(Saved entries)
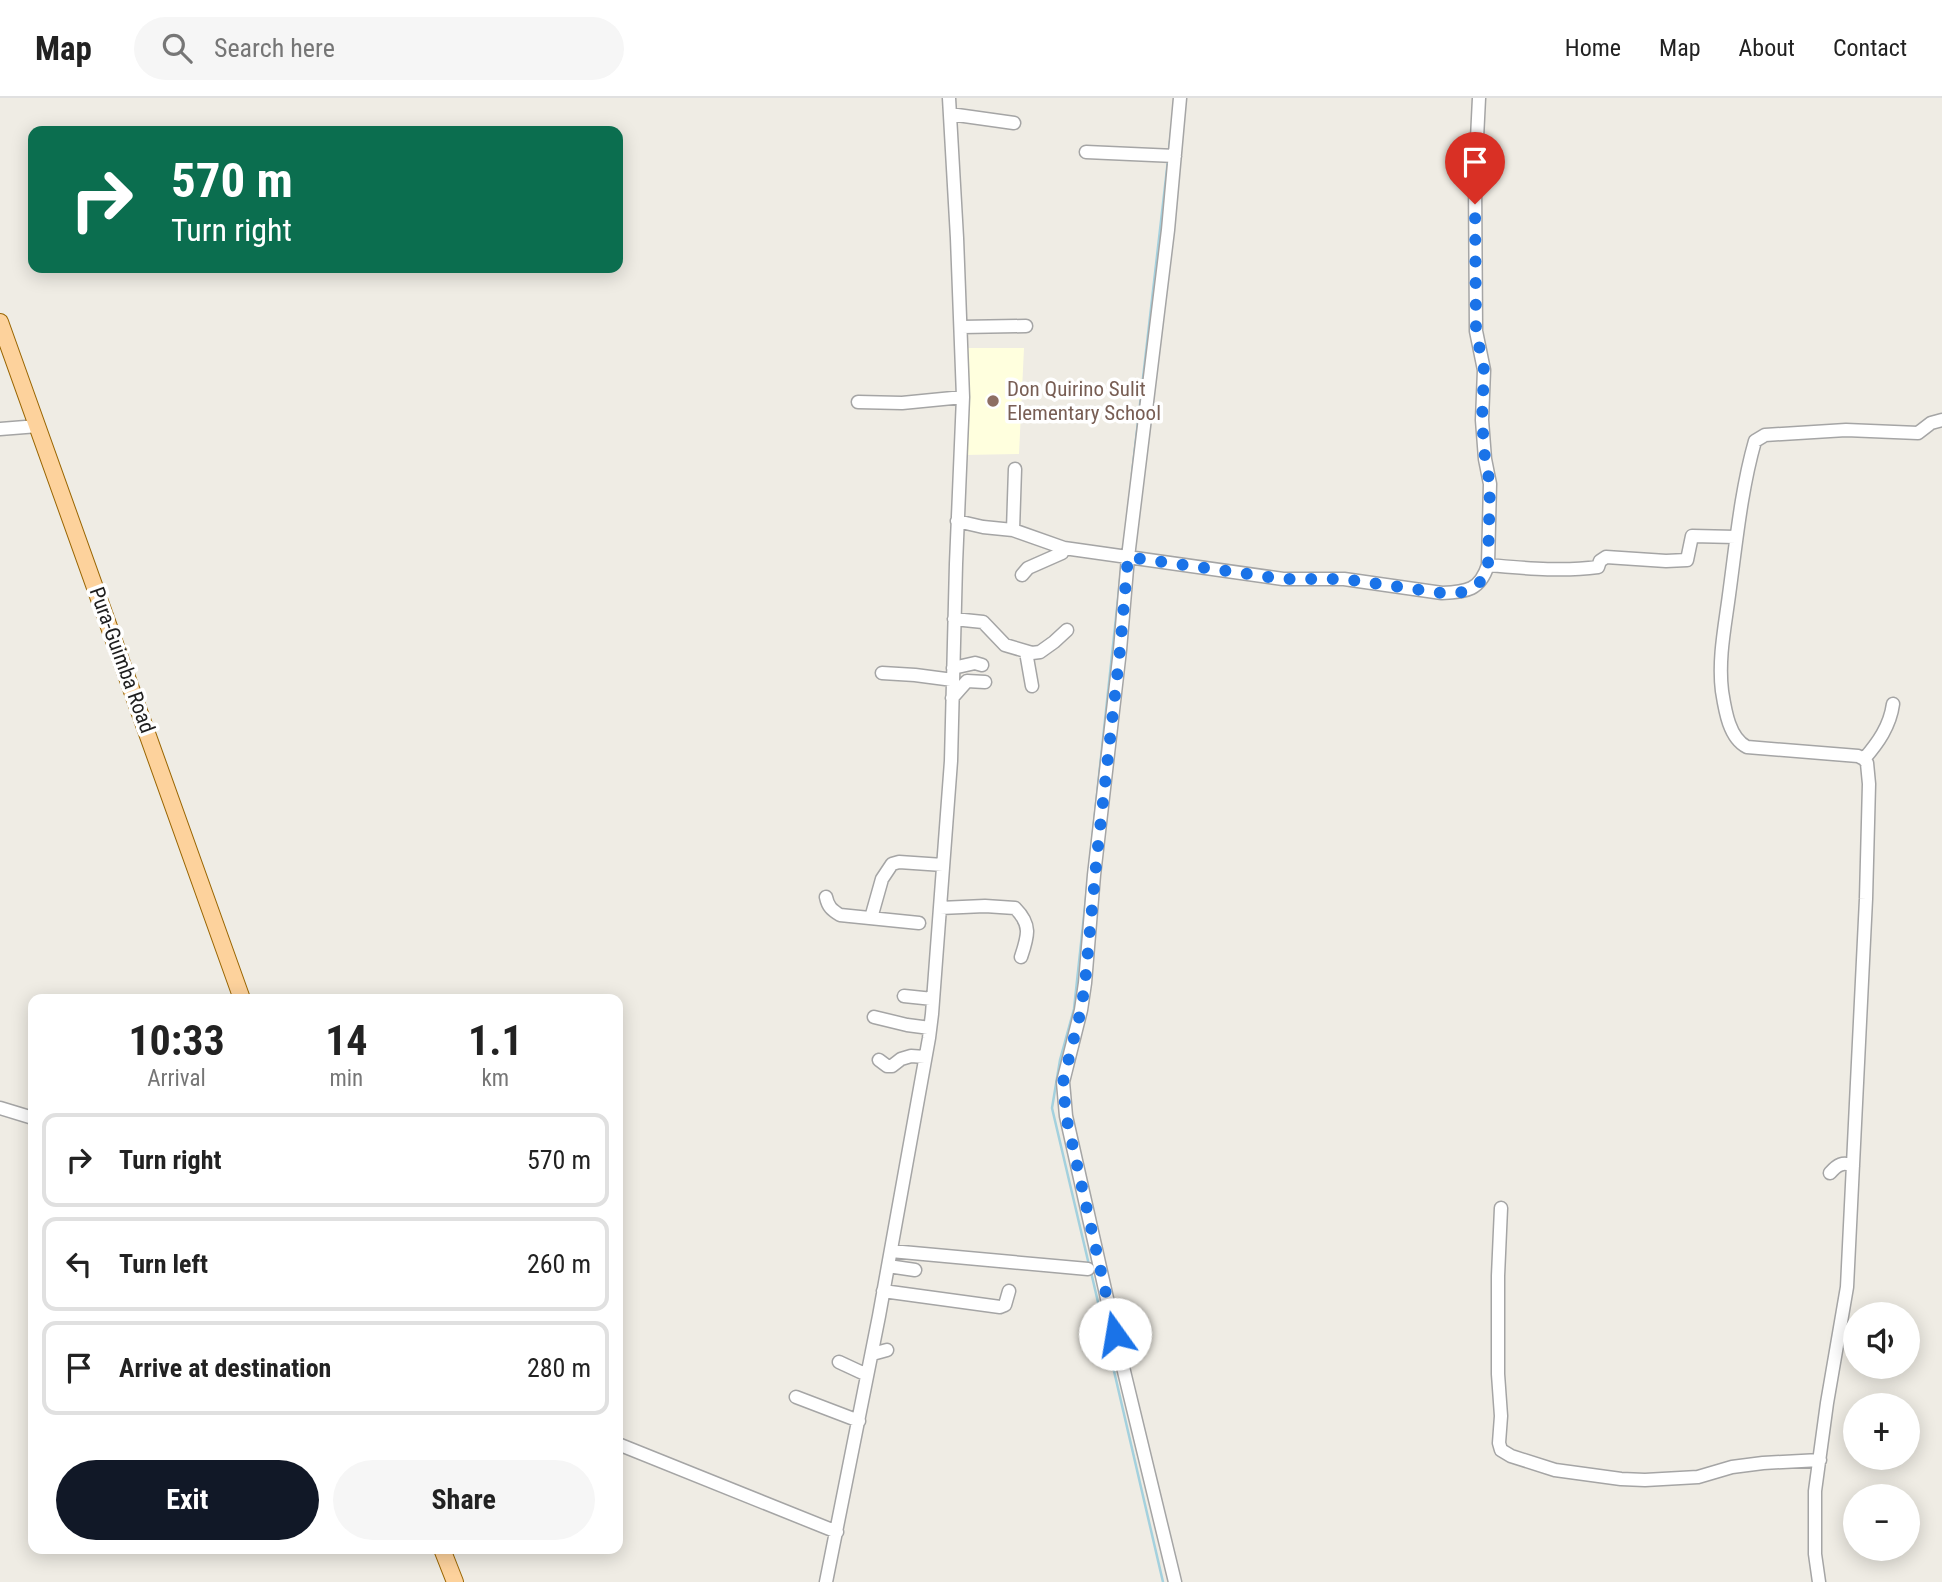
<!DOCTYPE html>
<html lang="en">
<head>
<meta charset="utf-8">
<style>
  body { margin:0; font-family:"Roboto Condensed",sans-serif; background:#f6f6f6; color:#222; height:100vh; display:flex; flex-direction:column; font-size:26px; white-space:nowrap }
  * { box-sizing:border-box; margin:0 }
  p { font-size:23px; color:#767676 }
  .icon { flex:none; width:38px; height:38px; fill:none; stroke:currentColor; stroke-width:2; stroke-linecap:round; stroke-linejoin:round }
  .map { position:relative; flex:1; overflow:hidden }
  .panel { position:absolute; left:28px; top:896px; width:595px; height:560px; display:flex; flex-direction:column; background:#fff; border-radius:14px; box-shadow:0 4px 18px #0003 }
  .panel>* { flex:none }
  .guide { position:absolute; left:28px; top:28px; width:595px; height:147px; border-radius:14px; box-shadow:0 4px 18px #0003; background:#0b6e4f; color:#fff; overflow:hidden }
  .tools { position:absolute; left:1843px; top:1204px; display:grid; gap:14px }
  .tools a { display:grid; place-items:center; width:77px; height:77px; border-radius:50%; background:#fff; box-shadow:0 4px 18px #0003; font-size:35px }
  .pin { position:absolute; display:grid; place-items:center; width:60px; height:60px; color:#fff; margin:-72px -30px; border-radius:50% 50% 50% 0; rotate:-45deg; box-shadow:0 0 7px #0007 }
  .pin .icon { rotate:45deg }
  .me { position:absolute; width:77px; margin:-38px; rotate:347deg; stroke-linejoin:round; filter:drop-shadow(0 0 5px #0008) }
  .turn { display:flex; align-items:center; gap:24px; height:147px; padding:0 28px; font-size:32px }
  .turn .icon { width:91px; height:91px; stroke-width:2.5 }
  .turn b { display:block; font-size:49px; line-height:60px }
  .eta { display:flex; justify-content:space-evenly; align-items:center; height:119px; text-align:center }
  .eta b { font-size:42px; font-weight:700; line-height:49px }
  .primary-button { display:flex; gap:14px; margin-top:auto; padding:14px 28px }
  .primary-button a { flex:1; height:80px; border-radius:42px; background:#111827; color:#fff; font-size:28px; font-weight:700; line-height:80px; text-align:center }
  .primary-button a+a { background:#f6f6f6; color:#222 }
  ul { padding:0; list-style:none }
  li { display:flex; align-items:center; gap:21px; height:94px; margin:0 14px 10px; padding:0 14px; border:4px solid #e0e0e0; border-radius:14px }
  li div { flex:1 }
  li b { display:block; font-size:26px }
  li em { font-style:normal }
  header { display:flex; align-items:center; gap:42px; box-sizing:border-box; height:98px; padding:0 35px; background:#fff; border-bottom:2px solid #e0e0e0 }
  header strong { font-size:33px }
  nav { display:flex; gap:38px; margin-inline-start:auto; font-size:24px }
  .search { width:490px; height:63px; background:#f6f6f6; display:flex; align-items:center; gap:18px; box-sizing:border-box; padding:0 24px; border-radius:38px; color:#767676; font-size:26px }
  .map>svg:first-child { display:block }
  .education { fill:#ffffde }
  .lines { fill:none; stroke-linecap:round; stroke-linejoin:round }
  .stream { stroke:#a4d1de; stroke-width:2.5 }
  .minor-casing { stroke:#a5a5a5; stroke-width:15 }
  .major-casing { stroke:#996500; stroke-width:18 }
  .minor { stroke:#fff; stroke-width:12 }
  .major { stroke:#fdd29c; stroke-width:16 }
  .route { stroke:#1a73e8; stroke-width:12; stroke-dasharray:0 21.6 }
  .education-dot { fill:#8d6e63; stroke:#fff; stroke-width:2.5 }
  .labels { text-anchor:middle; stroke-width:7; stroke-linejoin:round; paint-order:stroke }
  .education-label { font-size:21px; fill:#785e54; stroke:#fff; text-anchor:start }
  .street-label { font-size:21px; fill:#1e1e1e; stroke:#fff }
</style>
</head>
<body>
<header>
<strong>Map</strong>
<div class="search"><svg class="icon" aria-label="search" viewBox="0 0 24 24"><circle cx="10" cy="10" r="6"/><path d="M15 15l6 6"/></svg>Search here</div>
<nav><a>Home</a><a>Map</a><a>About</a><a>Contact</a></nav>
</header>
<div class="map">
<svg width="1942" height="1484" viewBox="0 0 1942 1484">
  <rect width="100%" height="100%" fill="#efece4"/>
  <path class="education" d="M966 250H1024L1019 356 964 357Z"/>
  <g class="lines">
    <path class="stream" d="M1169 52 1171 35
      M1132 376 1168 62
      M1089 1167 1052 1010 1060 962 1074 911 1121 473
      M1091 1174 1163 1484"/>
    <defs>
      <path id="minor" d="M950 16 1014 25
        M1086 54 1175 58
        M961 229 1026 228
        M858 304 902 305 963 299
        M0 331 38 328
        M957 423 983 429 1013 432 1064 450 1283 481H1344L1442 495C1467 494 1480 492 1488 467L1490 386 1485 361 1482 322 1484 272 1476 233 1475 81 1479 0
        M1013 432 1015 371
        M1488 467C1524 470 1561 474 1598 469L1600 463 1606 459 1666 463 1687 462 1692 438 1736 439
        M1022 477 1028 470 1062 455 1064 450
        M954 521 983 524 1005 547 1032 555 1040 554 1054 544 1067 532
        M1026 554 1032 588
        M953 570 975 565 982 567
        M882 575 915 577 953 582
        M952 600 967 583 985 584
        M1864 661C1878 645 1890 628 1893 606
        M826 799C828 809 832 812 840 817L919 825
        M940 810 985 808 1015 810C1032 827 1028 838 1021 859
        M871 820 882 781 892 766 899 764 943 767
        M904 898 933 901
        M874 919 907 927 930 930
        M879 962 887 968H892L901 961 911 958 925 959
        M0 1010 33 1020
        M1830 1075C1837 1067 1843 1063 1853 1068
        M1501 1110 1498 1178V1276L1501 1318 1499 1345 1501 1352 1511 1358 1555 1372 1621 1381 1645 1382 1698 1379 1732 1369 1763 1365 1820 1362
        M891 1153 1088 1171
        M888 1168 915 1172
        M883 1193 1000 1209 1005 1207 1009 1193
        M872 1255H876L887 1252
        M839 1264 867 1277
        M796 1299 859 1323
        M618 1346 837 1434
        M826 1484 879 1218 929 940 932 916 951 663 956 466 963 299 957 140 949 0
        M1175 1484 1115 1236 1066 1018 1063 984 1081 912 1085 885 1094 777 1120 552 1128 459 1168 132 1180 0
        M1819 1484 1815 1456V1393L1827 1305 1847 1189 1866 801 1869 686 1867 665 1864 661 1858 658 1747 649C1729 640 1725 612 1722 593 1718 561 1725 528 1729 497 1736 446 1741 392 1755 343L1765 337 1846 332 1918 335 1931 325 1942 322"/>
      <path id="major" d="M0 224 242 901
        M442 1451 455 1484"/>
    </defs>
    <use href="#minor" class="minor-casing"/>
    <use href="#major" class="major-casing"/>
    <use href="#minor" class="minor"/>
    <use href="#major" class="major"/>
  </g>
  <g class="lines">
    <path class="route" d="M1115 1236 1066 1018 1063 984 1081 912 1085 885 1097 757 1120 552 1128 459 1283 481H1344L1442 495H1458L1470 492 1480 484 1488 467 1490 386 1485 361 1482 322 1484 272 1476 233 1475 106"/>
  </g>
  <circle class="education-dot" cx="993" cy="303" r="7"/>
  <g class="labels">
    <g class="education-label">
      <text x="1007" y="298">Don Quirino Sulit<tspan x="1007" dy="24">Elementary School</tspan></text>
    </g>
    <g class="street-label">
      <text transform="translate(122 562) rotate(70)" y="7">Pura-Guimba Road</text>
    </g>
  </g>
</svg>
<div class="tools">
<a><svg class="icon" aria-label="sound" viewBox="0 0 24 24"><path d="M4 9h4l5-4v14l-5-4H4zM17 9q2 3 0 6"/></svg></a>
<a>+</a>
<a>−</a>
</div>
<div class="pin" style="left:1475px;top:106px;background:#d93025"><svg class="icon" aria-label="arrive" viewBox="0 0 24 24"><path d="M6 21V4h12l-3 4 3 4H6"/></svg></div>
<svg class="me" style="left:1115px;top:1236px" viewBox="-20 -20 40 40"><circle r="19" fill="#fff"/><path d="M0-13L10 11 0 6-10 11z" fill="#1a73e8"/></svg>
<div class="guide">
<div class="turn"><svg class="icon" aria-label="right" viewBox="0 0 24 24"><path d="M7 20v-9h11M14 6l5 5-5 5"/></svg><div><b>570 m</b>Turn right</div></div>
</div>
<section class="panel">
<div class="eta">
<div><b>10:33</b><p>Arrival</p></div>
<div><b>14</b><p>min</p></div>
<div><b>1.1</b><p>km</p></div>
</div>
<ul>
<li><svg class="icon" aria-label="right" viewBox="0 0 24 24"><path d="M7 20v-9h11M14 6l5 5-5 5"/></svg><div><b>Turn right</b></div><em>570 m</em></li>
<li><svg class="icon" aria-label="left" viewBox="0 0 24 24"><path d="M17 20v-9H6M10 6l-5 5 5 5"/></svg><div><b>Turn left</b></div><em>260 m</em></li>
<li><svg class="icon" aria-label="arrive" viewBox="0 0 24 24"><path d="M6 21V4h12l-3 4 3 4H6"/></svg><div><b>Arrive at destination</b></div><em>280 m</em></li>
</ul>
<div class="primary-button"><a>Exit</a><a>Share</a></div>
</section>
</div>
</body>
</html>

Instructions for the task:
Write out only the lines that run from the line containing "flex:none; width:38px; height:38px;" through the line containing "display:grid; place-items:center; width:77px;", both included, exactly as they appear above.

Response area:
  .icon { flex:none; width:38px; height:38px; fill:none; stroke:currentColor; stroke-width:2; stroke-linecap:round; stroke-linejoin:round }
  .map { position:relative; flex:1; overflow:hidden }
  .panel { position:absolute; left:28px; top:896px; width:595px; height:560px; display:flex; flex-direction:column; background:#fff; border-radius:14px; box-shadow:0 4px 18px #0003 }
  .panel>* { flex:none }
  .guide { position:absolute; left:28px; top:28px; width:595px; height:147px; border-radius:14px; box-shadow:0 4px 18px #0003; background:#0b6e4f; color:#fff; overflow:hidden }
  .tools { position:absolute; left:1843px; top:1204px; display:grid; gap:14px }
  .tools a { display:grid; place-items:center; width:77px; height:77px; border-radius:50%; background:#fff; box-shadow:0 4px 18px #0003; font-size:35px }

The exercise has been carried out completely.